## AIM OF THE TASK:
From the records that follow, copy every line that contains the word "margin".

[Opening DATA TO PROCESS section]

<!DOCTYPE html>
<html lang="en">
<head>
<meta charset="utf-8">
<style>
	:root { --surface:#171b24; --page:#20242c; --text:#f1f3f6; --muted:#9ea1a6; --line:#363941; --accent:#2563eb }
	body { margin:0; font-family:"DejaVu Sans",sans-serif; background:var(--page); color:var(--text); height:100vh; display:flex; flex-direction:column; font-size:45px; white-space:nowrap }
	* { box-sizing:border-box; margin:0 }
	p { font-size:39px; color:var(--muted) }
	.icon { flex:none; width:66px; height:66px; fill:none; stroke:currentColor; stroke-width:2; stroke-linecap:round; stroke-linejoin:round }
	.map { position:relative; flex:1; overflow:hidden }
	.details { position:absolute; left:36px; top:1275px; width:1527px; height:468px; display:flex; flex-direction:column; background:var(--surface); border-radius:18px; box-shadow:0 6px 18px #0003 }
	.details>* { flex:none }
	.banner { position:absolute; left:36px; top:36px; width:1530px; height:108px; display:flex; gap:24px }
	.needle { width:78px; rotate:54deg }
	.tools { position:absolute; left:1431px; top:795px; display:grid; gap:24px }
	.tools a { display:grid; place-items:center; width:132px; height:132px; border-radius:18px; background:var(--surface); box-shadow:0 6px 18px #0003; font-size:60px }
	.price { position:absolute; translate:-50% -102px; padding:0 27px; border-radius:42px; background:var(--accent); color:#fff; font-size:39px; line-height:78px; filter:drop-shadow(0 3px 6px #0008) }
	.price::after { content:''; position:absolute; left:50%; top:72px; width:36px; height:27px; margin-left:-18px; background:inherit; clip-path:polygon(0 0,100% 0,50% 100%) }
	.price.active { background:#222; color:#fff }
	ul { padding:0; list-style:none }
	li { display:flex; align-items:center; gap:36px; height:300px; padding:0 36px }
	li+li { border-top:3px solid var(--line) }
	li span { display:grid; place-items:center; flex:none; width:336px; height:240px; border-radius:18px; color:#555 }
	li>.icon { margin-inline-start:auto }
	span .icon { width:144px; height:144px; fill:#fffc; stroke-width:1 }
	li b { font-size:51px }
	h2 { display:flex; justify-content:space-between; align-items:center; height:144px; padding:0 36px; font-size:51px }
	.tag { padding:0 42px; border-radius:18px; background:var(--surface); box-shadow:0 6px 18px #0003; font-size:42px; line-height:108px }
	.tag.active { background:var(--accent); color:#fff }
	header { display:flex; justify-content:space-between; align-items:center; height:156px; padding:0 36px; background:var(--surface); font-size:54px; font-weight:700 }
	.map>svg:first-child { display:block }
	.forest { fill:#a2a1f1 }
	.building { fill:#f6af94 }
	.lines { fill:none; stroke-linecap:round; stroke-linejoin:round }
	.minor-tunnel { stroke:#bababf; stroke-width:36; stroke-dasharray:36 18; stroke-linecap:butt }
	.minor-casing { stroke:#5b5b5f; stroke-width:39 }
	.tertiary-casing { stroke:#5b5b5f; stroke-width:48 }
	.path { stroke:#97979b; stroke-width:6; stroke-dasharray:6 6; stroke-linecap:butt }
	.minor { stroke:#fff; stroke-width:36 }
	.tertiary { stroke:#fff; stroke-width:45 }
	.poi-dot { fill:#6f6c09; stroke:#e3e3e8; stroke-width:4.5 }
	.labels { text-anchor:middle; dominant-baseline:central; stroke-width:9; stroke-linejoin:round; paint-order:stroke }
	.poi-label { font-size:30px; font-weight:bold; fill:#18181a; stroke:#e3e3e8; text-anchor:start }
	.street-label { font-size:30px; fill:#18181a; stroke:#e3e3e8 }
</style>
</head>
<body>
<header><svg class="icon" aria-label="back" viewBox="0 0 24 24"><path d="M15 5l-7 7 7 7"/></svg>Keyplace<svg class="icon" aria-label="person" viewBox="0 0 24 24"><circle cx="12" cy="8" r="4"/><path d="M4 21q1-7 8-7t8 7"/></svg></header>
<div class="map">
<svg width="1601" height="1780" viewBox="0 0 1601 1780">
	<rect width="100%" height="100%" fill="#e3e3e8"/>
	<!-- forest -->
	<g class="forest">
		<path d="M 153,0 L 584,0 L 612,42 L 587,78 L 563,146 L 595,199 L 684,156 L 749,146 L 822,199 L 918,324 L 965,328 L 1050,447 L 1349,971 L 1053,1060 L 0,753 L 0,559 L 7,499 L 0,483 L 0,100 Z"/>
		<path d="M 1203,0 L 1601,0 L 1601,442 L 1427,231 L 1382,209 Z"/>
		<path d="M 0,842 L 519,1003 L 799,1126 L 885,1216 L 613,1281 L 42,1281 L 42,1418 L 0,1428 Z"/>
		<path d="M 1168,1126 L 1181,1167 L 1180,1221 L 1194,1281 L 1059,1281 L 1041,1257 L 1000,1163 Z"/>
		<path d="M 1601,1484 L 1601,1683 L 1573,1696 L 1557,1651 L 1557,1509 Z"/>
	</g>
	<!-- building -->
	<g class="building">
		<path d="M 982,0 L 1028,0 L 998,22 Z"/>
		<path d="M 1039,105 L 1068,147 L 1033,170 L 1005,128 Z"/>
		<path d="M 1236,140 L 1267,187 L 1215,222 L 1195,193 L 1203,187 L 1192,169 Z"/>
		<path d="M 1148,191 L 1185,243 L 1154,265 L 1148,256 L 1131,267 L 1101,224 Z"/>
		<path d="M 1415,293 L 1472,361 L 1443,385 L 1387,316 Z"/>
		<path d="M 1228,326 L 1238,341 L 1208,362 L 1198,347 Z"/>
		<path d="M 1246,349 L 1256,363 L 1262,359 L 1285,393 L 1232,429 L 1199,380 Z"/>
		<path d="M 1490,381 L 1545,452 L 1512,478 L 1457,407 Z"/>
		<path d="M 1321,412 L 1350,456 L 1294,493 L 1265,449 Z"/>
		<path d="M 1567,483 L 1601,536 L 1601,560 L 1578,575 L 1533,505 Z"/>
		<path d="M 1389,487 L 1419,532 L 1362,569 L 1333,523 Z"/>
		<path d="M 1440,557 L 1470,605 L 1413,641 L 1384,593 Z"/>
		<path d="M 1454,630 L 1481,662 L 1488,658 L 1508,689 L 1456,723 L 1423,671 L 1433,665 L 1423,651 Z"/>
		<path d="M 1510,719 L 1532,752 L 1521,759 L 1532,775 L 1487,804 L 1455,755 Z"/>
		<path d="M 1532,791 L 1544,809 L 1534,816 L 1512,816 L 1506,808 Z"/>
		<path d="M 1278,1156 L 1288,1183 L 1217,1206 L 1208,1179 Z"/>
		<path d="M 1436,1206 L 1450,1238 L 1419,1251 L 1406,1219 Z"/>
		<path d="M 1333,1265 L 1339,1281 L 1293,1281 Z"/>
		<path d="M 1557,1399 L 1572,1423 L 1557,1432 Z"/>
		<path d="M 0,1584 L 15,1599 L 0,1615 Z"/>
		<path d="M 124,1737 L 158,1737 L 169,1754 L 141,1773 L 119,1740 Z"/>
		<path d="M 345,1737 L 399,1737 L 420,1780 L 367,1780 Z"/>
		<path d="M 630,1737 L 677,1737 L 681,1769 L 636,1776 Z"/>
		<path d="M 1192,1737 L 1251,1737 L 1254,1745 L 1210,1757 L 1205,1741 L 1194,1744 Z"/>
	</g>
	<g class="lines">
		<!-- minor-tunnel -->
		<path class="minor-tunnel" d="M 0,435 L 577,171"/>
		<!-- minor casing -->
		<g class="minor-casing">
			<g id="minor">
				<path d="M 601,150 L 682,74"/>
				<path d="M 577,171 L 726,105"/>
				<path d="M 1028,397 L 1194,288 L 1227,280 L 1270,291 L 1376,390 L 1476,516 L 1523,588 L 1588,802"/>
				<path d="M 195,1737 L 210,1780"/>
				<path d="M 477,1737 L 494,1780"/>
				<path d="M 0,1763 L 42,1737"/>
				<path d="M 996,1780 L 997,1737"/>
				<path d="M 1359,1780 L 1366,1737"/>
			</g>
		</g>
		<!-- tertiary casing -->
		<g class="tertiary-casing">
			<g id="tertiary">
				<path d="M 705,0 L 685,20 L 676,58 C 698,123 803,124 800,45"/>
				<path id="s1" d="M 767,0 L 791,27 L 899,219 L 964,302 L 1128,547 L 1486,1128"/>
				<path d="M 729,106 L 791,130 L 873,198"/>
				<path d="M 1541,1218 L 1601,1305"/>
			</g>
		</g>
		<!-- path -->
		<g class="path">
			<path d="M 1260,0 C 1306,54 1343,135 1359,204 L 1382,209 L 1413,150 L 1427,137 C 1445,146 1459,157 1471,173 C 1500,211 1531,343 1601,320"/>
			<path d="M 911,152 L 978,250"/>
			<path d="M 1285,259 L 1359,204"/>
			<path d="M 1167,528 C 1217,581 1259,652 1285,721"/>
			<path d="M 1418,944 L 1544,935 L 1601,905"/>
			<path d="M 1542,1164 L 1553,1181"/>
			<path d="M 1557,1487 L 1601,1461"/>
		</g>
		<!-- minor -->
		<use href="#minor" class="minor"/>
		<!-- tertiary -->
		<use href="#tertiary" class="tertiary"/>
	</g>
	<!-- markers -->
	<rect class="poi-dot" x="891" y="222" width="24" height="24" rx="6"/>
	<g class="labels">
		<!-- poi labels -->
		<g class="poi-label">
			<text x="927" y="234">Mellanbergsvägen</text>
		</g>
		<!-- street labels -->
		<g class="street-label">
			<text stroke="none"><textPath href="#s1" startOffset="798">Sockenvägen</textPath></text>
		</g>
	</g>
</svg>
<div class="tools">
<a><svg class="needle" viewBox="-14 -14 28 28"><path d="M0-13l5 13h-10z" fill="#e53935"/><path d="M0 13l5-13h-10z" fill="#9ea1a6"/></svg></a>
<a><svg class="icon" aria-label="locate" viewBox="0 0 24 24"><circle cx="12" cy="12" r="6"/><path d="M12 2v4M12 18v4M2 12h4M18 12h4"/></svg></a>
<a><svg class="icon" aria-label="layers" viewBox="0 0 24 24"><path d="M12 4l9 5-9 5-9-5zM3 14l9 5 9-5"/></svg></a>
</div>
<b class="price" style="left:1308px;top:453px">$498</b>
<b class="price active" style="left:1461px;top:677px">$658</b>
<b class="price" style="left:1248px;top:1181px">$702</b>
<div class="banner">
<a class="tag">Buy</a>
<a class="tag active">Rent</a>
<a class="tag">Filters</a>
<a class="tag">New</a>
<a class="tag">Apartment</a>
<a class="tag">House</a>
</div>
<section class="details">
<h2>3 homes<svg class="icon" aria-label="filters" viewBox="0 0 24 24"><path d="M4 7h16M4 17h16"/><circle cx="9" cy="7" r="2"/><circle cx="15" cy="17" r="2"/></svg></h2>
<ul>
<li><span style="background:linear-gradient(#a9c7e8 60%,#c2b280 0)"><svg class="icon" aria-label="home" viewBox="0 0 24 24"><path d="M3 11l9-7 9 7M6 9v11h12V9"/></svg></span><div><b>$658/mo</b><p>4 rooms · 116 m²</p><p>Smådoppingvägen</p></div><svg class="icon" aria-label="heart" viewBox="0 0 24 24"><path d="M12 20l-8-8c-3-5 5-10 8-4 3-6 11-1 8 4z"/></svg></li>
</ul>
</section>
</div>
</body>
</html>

[Closing DATA TO PROCESS section]

## TASK OUTPUT:
	body { margin:0; font-family:"DejaVu Sans",sans-serif; background:var(--page); color:var(--text); height:100vh; display:flex; flex-direction:column; font-size:45px; white-space:nowrap }
	* { box-sizing:border-box; margin:0 }
	.price::after { content:''; position:absolute; left:50%; top:72px; width:36px; height:27px; margin-left:-18px; background:inherit; clip-path:polygon(0 0,100% 0,50% 100%) }
	li>.icon { margin-inline-start:auto }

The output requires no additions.